* [What the task requires]
Using the records below, give again exactly the lines from the line that contains "<!-- minor casing -->" through the line that contains "<!-- route -->", both ends included, and only those.

* [Data extract]
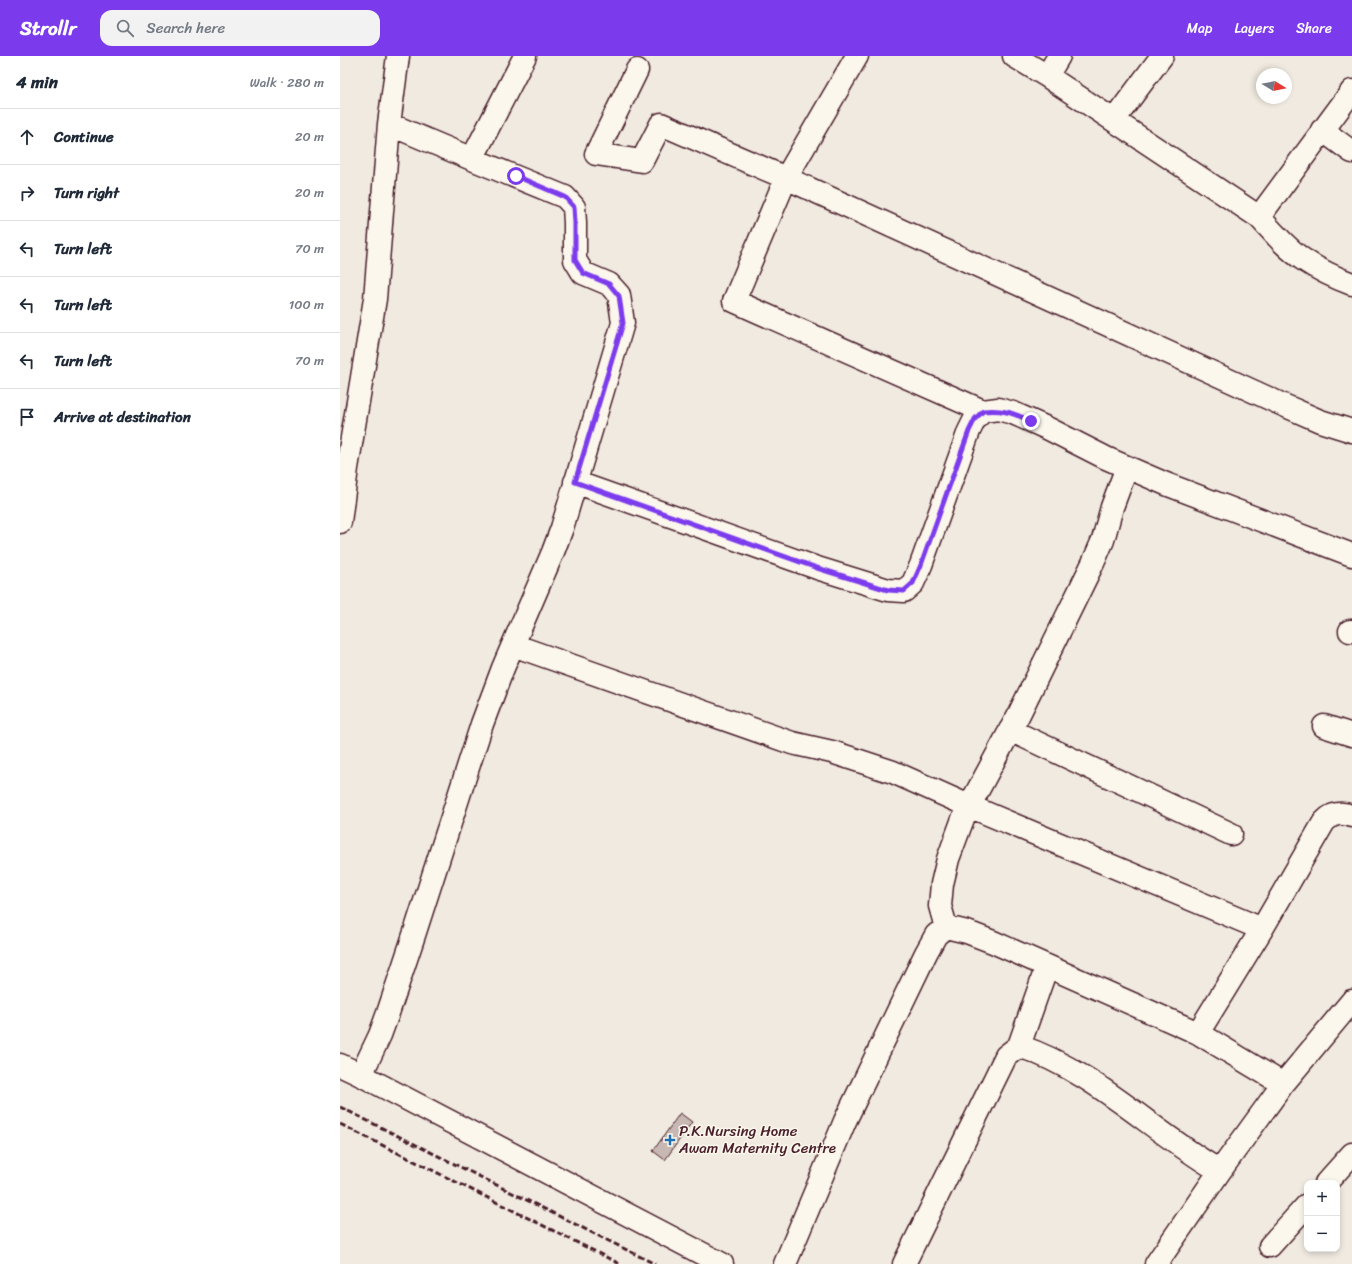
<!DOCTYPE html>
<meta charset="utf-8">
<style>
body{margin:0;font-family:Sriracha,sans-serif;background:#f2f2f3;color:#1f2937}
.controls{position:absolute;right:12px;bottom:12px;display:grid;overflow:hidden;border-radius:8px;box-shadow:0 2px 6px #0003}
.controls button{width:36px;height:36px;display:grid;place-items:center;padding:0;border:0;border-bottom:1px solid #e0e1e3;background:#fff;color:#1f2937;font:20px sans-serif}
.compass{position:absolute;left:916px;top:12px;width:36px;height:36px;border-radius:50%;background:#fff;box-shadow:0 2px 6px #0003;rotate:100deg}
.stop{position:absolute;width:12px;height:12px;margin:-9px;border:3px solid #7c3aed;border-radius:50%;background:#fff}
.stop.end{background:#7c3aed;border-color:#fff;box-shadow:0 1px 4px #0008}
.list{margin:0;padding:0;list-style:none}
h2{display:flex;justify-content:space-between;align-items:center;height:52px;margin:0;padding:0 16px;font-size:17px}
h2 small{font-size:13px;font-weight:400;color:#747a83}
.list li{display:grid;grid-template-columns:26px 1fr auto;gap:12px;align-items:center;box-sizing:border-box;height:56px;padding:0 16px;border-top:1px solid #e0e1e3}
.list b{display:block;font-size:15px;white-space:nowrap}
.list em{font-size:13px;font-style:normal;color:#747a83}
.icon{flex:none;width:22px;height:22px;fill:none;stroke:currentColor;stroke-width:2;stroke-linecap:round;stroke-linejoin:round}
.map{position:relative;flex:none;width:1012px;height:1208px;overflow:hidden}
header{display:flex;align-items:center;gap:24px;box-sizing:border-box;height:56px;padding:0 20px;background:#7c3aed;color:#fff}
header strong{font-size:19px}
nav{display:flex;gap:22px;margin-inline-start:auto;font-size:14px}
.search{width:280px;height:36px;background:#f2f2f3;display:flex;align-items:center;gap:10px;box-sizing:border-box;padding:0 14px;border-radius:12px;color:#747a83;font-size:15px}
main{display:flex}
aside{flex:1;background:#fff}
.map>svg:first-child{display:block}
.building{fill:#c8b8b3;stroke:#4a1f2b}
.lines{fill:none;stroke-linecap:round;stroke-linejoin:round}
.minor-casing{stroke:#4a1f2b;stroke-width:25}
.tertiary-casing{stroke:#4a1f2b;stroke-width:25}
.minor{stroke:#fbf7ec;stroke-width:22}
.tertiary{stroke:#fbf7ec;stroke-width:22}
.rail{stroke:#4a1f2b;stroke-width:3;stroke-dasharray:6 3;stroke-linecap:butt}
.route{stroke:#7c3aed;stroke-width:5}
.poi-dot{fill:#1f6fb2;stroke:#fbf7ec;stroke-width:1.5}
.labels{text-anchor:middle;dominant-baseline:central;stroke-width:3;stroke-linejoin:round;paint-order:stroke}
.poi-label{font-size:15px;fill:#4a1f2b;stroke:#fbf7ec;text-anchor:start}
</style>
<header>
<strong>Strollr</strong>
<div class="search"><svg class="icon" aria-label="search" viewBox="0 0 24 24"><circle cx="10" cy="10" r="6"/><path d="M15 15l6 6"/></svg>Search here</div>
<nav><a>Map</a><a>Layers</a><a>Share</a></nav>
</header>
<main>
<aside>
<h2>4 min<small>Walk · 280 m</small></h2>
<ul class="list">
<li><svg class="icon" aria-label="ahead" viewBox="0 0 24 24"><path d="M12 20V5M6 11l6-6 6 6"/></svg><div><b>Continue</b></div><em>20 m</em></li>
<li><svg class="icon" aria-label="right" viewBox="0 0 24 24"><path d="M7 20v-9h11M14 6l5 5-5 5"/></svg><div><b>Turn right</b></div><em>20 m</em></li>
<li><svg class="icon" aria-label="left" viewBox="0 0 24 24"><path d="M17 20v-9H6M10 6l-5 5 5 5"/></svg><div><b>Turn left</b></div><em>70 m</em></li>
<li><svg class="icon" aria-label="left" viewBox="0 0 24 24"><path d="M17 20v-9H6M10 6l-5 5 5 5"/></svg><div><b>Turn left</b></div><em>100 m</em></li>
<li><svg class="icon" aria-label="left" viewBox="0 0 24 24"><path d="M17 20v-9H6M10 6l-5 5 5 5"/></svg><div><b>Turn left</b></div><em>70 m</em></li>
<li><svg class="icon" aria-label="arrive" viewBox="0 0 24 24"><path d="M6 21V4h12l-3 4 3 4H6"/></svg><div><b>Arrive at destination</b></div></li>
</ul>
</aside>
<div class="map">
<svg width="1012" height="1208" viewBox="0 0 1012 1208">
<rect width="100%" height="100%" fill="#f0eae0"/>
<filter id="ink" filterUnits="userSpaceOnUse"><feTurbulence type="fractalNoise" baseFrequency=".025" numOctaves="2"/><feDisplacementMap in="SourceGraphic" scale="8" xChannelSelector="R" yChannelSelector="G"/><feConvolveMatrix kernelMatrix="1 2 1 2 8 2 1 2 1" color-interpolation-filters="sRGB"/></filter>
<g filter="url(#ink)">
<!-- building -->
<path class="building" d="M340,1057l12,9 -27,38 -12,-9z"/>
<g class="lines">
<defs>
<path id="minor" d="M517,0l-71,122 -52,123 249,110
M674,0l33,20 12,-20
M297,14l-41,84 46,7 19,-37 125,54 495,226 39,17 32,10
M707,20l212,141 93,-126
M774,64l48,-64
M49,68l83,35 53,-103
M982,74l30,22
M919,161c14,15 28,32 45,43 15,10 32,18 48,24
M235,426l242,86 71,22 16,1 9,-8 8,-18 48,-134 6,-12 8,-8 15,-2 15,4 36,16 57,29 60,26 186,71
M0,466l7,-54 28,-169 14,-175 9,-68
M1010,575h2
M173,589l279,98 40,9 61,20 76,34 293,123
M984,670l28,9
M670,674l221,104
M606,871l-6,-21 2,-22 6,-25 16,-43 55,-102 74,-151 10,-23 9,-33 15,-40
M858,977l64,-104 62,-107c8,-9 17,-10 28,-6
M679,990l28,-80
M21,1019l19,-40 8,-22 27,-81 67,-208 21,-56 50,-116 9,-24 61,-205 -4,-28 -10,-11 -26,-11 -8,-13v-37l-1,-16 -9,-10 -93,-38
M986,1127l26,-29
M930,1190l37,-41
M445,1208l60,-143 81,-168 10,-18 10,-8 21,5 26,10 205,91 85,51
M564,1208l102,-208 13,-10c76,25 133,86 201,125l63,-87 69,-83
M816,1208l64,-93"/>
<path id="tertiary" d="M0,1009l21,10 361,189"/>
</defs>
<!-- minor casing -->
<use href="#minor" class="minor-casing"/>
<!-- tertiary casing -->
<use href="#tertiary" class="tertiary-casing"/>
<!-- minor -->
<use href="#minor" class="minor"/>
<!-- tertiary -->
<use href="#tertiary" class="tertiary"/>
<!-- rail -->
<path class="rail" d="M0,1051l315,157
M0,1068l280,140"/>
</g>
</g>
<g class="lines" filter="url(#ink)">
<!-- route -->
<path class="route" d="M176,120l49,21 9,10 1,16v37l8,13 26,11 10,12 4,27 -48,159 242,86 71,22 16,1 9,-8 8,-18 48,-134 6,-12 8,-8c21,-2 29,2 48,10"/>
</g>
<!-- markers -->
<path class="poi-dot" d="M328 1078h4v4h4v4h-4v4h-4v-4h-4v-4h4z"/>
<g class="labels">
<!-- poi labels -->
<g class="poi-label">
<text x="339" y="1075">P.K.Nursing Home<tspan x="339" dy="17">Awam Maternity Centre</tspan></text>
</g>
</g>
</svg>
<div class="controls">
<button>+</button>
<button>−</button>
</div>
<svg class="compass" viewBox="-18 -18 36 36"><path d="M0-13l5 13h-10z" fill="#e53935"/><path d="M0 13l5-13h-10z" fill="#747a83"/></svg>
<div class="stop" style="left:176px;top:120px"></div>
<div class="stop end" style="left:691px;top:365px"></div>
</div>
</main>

* [Answer below]
<!-- minor casing -->
<use href="#minor" class="minor-casing"/>
<!-- tertiary casing -->
<use href="#tertiary" class="tertiary-casing"/>
<!-- minor -->
<use href="#minor" class="minor"/>
<!-- tertiary -->
<use href="#tertiary" class="tertiary"/>
<!-- rail -->
<path class="rail" d="M0,1051l315,157
M0,1068l280,140"/>
</g>
</g>
<g class="lines" filter="url(#ink)">
<!-- route -->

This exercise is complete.